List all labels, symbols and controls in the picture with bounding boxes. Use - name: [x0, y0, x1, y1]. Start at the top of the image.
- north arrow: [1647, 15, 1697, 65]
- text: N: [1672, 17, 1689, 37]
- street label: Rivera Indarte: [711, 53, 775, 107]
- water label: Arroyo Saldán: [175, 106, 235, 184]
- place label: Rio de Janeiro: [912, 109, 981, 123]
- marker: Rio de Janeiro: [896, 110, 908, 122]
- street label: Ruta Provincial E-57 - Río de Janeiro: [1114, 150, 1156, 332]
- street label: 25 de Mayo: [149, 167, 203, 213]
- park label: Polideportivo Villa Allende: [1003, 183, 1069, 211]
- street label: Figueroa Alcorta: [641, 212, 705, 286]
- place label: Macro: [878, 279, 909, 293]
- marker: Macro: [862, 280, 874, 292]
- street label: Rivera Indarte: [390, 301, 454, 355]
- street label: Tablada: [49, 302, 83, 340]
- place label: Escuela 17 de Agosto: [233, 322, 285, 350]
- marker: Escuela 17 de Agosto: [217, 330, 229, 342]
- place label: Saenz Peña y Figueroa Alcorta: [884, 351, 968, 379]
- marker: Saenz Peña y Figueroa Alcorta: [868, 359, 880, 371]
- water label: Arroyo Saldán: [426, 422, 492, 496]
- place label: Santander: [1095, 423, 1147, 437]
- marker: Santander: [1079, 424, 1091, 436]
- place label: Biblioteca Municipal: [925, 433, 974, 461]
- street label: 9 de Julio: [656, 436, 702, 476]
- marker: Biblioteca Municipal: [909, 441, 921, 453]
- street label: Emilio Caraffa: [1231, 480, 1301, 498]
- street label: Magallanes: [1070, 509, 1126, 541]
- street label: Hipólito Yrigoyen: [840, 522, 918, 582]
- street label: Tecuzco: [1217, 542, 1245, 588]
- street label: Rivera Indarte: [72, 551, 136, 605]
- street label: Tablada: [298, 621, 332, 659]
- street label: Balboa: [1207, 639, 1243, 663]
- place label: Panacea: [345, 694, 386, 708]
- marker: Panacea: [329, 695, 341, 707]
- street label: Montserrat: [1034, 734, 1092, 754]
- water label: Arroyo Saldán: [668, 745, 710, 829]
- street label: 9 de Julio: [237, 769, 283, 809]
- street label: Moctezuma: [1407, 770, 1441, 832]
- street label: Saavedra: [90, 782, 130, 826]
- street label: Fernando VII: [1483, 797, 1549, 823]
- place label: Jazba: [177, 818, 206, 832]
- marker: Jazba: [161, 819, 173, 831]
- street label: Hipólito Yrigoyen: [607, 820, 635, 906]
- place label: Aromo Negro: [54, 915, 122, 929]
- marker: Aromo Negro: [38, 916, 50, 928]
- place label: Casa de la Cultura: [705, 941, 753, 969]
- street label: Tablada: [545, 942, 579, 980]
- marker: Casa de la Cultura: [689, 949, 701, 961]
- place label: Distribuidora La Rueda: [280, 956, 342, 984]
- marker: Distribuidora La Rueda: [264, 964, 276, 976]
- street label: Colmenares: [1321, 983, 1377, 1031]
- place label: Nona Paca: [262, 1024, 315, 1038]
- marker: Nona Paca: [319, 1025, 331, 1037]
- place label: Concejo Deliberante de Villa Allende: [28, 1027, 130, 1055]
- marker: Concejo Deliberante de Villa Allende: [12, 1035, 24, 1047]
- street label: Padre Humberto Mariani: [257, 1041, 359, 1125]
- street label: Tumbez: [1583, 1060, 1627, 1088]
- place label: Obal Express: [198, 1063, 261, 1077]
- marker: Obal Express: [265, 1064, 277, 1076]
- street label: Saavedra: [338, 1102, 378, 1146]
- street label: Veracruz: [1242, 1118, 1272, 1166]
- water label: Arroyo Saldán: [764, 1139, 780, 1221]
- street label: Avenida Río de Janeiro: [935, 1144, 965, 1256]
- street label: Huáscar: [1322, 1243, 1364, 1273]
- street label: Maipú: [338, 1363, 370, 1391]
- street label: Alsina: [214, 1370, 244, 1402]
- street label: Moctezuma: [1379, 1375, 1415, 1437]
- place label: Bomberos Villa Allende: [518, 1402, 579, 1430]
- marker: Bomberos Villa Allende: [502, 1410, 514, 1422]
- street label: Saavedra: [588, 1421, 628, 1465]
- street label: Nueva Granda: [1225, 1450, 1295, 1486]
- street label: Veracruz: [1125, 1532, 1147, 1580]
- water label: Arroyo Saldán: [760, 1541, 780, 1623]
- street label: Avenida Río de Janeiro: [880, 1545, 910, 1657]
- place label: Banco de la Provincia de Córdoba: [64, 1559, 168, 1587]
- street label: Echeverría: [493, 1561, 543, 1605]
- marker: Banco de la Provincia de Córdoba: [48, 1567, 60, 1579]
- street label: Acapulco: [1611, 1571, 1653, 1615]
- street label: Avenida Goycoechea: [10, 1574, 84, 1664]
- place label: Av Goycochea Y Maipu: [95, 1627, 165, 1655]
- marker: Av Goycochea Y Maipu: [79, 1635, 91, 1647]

-- EXERCISE REQUIREMENTS --
Find every line of the data that includes the string "Aromo". Copy each of those lines.

-- FINISHED EXERCISE --
- place label: Aromo Negro: [54, 915, 122, 929]
- marker: Aromo Negro: [38, 916, 50, 928]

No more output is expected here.